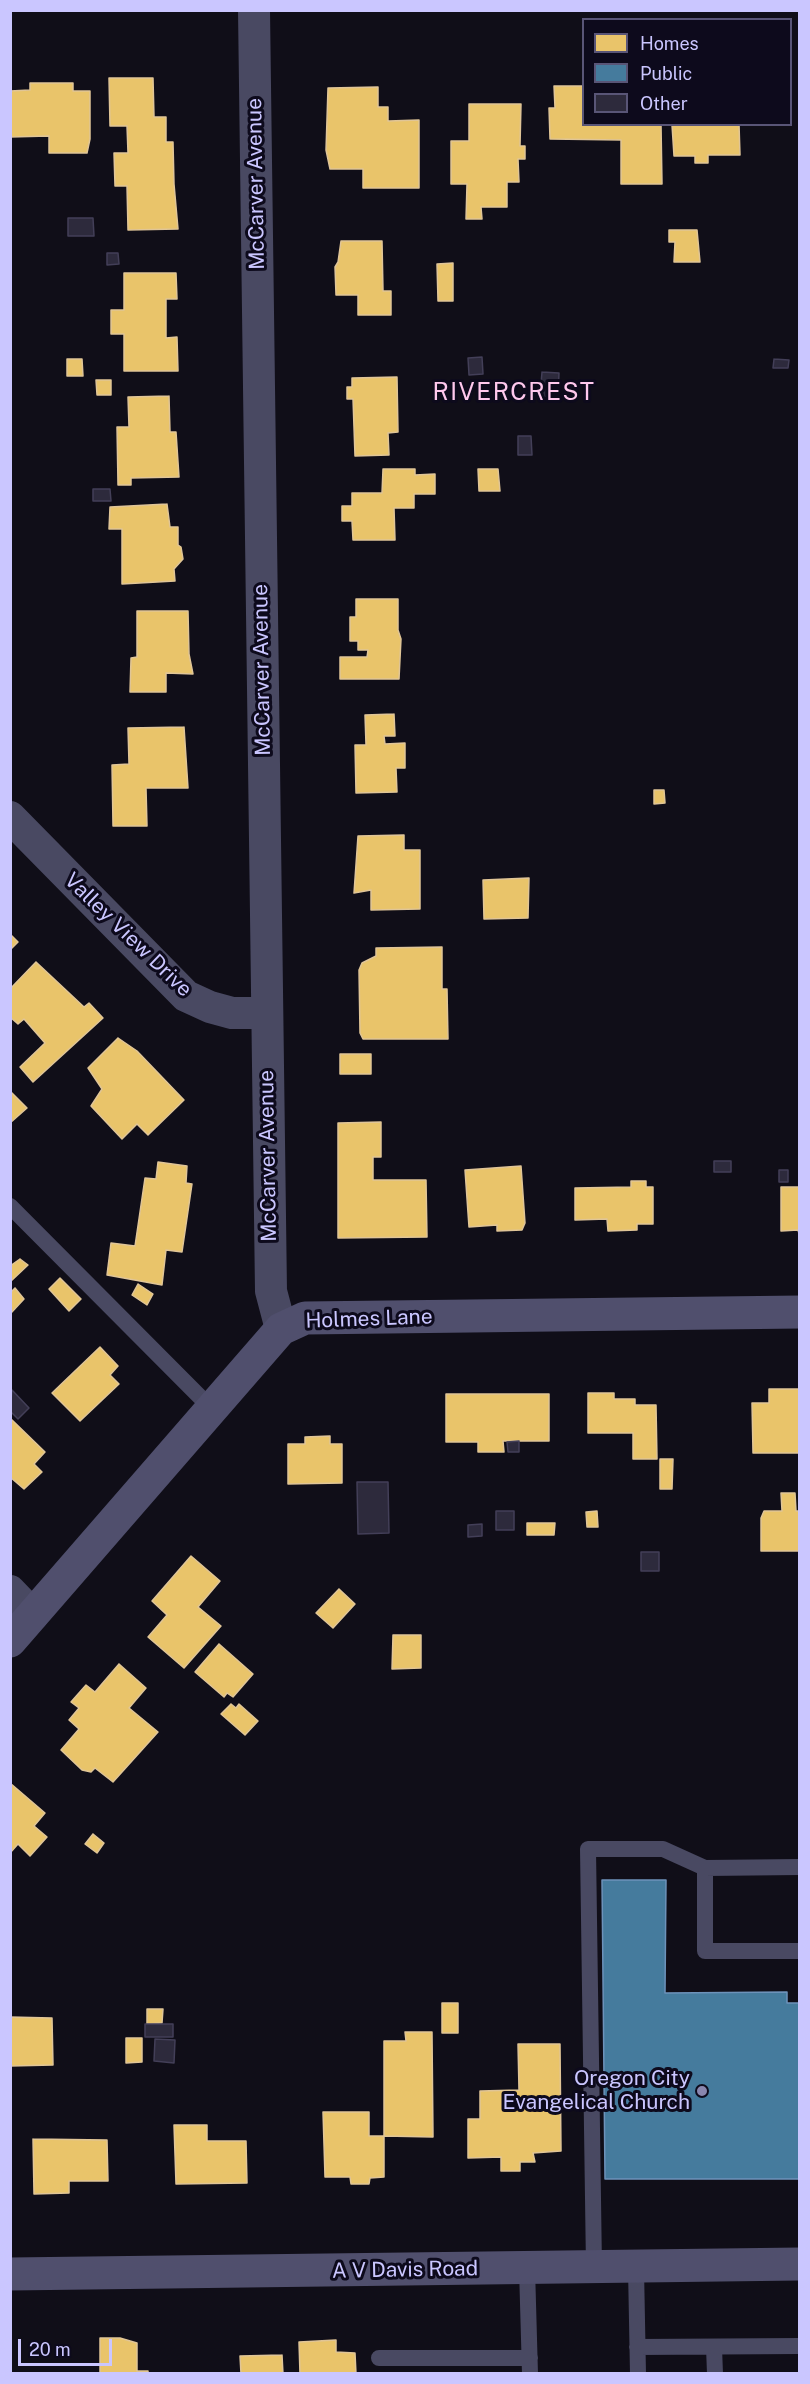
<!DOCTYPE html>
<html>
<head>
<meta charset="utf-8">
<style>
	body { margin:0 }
	#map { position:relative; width:810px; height:2384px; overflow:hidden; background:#100e18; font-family:"Public Sans",sans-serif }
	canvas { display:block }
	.frame { position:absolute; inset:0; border:12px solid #cac6ff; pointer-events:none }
	.legend { position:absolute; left:582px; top:18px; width:210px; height:108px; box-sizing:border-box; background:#0d0a1c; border:2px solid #595577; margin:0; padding:8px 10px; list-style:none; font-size:18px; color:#cac6ff }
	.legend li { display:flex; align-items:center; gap:12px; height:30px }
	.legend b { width:30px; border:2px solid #595577 }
	.scale { position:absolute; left:18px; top:2339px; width:94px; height:27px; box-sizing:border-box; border:3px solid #cac6ff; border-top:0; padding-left:8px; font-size:18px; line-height:21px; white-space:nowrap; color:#cac6ff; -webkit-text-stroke:4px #0d0a1c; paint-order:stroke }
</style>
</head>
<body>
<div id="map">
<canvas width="810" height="2384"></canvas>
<div class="frame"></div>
<ul class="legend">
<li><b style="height:16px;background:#e9c46a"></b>Homes</li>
<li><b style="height:16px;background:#457b9d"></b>Public</li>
<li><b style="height:16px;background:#2d2a3c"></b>Other</li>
</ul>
<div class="scale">20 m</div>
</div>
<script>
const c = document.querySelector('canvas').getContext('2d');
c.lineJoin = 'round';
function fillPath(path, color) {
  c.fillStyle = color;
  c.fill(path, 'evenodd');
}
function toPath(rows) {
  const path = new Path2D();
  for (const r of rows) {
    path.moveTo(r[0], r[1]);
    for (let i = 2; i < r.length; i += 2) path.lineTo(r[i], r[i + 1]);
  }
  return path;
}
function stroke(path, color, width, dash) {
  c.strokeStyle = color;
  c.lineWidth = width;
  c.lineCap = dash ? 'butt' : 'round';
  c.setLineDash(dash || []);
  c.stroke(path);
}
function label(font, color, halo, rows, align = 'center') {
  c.font = font + ' "Public Sans",sans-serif';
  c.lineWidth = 6;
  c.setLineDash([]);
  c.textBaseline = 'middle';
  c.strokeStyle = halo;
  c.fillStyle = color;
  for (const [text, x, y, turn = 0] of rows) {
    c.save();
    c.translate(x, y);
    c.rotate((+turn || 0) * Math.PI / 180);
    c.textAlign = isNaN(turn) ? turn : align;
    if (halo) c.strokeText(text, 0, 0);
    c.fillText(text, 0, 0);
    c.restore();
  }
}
const homes = toPath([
	[109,78,153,78,154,117,166,117,166,142,173,142,174,184,178,229,128,230,127,186,115,186,114,153,128,153,127,126,110,126,109,78],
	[30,83,73,83,73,91,90,91,90,139,87,153,49,153,49,136,10,137,10,91,30,90,30,83],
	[554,86,584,86,584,124,661,124,662,184,621,184,621,140,550,139,549,108,555,108,554,86],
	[378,87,378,107,388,107,388,121,419,120,419,188,363,188,363,169,330,169,326,150,328,88,378,87],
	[469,104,521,104,520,146,525,146,525,159,518,159,519,182,507,182,507,207,481,207,482,219,466,219,467,184,451,184,451,141,469,141,469,104],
	[739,124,740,155,708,155,708,163,695,163,695,156,674,156,672,125,666,125,739,124],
	[669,230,697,230,700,262,674,262,675,242,669,242,669,230],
	[341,241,382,241,383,291,391,291,391,315,358,315,358,295,336,295,335,267,338,262,341,241],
	[453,263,453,301,438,301,437,264,453,263],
	[124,273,176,273,177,299,166,299,166,338,177,337,178,371,124,371,124,334,111,334,111,310,124,310,124,273],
	[67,359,82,359,83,376,67,376,67,359],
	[397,377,398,432,388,433,389,455,355,456,353,399,347,399,347,387,352,387,352,378,397,377],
	[96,380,111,380,111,395,97,395,96,380],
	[169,396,170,432,176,432,179,477,131,478,131,485,118,485,117,427,129,427,128,397,169,396],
	[383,469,415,469,415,475,435,474,435,494,414,494,414,508,394,508,395,540,353,540,352,521,342,521,342,506,352,506,352,493,382,493,383,469],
	[478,469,498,469,500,491,479,491,478,469],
	[167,504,170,527,178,527,178,545,181,547,183,559,174,569,175,581,122,584,122,529,109,529,110,507,167,504],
	[356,599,398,599,398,630,401,639,399,679,340,679,340,657,367,657,368,650,358,650,358,641,350,641,350,617,356,617,356,599],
	[137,611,188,611,189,654,193,674,166,673,166,692,130,692,131,658,137,657,137,611],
	[394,714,395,736,384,736,385,744,405,743,405,768,396,768,397,792,356,793,355,745,366,745,365,715,394,714],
	[184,727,188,788,146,788,147,826,113,826,112,765,129,764,128,728,184,727],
	[654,790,664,790,665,803,654,804,654,790],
	[404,835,404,850,420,850,420,909,371,910,371,890,354,893,358,836,404,835],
	[529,878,528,918,484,919,483,880,529,878],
	[10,934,18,942,10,950,10,934],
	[442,947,442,989,447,989,448,1039,363,1039,360,1033,359,970,362,963,376,956,376,948,442,947],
	[36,962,84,1007,89,1003,103,1018,33,1082,20,1067,45,1043,24,1019,18,1024,10,1017,10,989,36,962],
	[118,1038,137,1051,184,1100,148,1135,137,1124,122,1139,91,1106,102,1089,88,1068,118,1038],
	[340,1054,371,1054,371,1074,340,1074,340,1054],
	[10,1091,27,1108,10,1123,10,1091],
	[381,1122,381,1157,373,1157,373,1180,426,1180,427,1237,338,1238,338,1123,381,1122],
	[158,1162,187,1166,186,1183,192,1184,182,1252,166,1250,162,1285,107,1275,111,1243,135,1246,145,1178,156,1179,158,1162],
	[521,1166,525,1223,522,1230,497,1231,497,1225,469,1227,465,1170,521,1166],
	[631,1181,646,1181,646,1187,653,1187,653,1224,637,1224,637,1230,608,1231,607,1219,575,1220,575,1188,631,1187,631,1181],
	[781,1187,800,1187,800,1237,798,1230,781,1231,781,1187],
	[20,1259,28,1265,10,1282,10,1266,20,1259],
	[60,1278,81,1299,69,1311,49,1289,60,1278],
	[138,1284,153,1294,147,1305,132,1295,138,1284],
	[15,1288,24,1299,11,1313,10,1293,15,1288],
	[100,1347,118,1366,110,1375,119,1384,80,1421,52,1393,100,1347],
	[769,1389,800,1389,800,1453,753,1453,752,1403,769,1403,769,1389],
	[588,1393,614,1393,614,1399,635,1399,635,1405,656,1405,657,1459,633,1459,633,1433,588,1433,588,1393],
	[446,1394,549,1394,549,1441,503,1441,504,1452,478,1452,478,1442,446,1442,446,1394],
	[10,1418,45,1452,34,1464,42,1472,24,1489,10,1477,10,1418],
	[330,1436,330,1444,342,1444,342,1483,288,1484,288,1444,305,1444,305,1437,330,1436],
	[660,1459,673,1459,672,1489,660,1489,660,1459],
	[781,1493,795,1493,796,1511,800,1511,800,1551,761,1551,761,1518,764,1511,782,1511,781,1493],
	[597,1511,598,1527,587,1527,586,1512,597,1511],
	[527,1523,555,1523,554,1535,527,1535,527,1523],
	[191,1556,220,1581,198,1607,221,1626,184,1668,148,1637,167,1615,152,1601,191,1556],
	[339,1589,355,1604,333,1628,316,1613,339,1589],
	[393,1635,421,1635,421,1668,392,1669,393,1635],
	[219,1644,253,1674,233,1697,227,1693,224,1697,195,1672,219,1644],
	[119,1664,146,1688,129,1708,158,1732,113,1782,95,1768,91,1772,82,1770,61,1750,79,1729,69,1720,79,1708,71,1702,86,1685,95,1692,119,1664],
	[231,1704,236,1708,239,1704,258,1721,245,1735,221,1714,231,1704],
	[10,1783,45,1813,34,1826,47,1837,30,1856,18,1844,10,1853,10,1783],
	[93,1834,104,1843,97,1853,85,1844,93,1834],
	[442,2003,458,2003,458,2033,442,2033,442,2003],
	[147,2009,163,2009,162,2023,147,2024,147,2009],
	[10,2017,52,2018,53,2065,10,2066,10,2017],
	[405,2032,432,2032,433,2137,384,2136,384,2041,406,2041,405,2032],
	[126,2038,142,2038,142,2062,126,2063,126,2038],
	[518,2044,560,2044,561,2151,533,2153,535,2162,520,2162,520,2171,501,2171,501,2157,468,2158,468,2119,480,2119,480,2091,519,2090,518,2044],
	[323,2112,369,2112,369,2136,384,2136,384,2177,370,2178,369,2184,351,2184,350,2177,325,2177,323,2112],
	[174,2125,207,2125,207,2141,246,2141,247,2183,176,2184,174,2125],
	[33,2139,107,2140,108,2181,69,2181,69,2193,34,2194,33,2139],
	[100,2338,120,2338,137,2343,137,2371,148,2371,148,2374,100,2374,100,2338],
	[336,2340,336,2352,355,2353,356,2374,300,2374,299,2342,336,2340],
	[282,2355,283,2374,241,2374,240,2356,282,2355]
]);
fillPath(homes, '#e9c46a');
stroke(homes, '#e0c597', 1.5);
const public = toPath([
	[602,1880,666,1880,665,1993,787,1992,787,2003,800,2003,800,2179,605,2179,602,1880]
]);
fillPath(public, '#457b9d');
stroke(public, '#6d92ba', 1.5);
const building = toPath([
	[68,218,93,218,94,236,68,236,68,218],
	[107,253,118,253,119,264,107,265,107,253],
	[482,357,483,374,469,375,468,358,482,357],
	[774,359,789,360,788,368,773,368,774,359],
	[542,372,559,373,558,397,540,396,542,372],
	[518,436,531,436,532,455,518,455,518,436],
	[93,489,110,489,111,501,93,501,93,489],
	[714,1161,731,1161,731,1172,714,1172,714,1161],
	[779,1170,788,1170,788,1182,779,1182,779,1170],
	[12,1390,29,1408,18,1419,10,1411,12,1390],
	[519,1441,519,1452,508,1452,507,1442,519,1441],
	[357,1482,388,1482,389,1533,358,1534,357,1482],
	[496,1511,514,1511,514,1530,496,1530,496,1511],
	[482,1524,482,1536,468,1537,468,1525,482,1524],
	[641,1552,659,1552,659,1571,641,1571,641,1552],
	[145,2024,173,2024,173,2037,145,2037,145,2024],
	[155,2039,175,2040,174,2063,154,2061,155,2039]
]);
fillPath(building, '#2d2a3c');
stroke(building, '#433f58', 1.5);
stroke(toPath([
	[10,1206,211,1408],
	[800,1867,705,1868,705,1951,800,1951],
	[527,2268,530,2374],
	[594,2268,588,1849,663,1849,705,1868],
	[636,2268,638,2374],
	[637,2347,800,2346],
	[714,2347,715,2374],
	[379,2358,530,2358]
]), '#494962', 16);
stroke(toPath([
	[254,10,271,1291,281,1329],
	[10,817,186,996,210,1007,232,1013,266,1013],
	[10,1591,33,1615]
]), '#494962', 32);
stroke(toPath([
	[10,1641,281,1329,305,1318,800,1312],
	[10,2274,800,2264]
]), '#504f6d', 33);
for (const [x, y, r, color] of [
	[702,2091,6,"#8986ae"]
]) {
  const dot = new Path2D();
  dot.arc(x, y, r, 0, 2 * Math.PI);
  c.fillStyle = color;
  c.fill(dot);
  stroke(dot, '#0d0a1c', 2);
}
label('21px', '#cac6ff', '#0d0a1c', [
	["McCarver Avenue",256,184,-91],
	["McCarver Avenue",262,670,-91],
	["Valley View Drive",128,935,44],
	["McCarver Avenue",268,1156,-91],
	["Holmes Lane",369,1319,-2],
	["A V Davis Road",405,2270,-1]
]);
label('21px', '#cac6ff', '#0d0a1c', [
	["Oregon City",690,2079],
	["Evangelical Church",690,2103]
], 'right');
c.letterSpacing = '1.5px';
label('24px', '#ffc8ed', '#0d0a1c', [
	["RIVERCREST",514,393]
]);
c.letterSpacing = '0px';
</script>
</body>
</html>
---+---
TASK DESCRIPTION | Set apart and copy each line of the records that holds the word "rows".

FINISHED TASK |
function toPath(rows) {
  for (const r of rows) {
function label(font, color, halo, rows, align = 'center') {
  for (const [text, x, y, turn = 0] of rows) {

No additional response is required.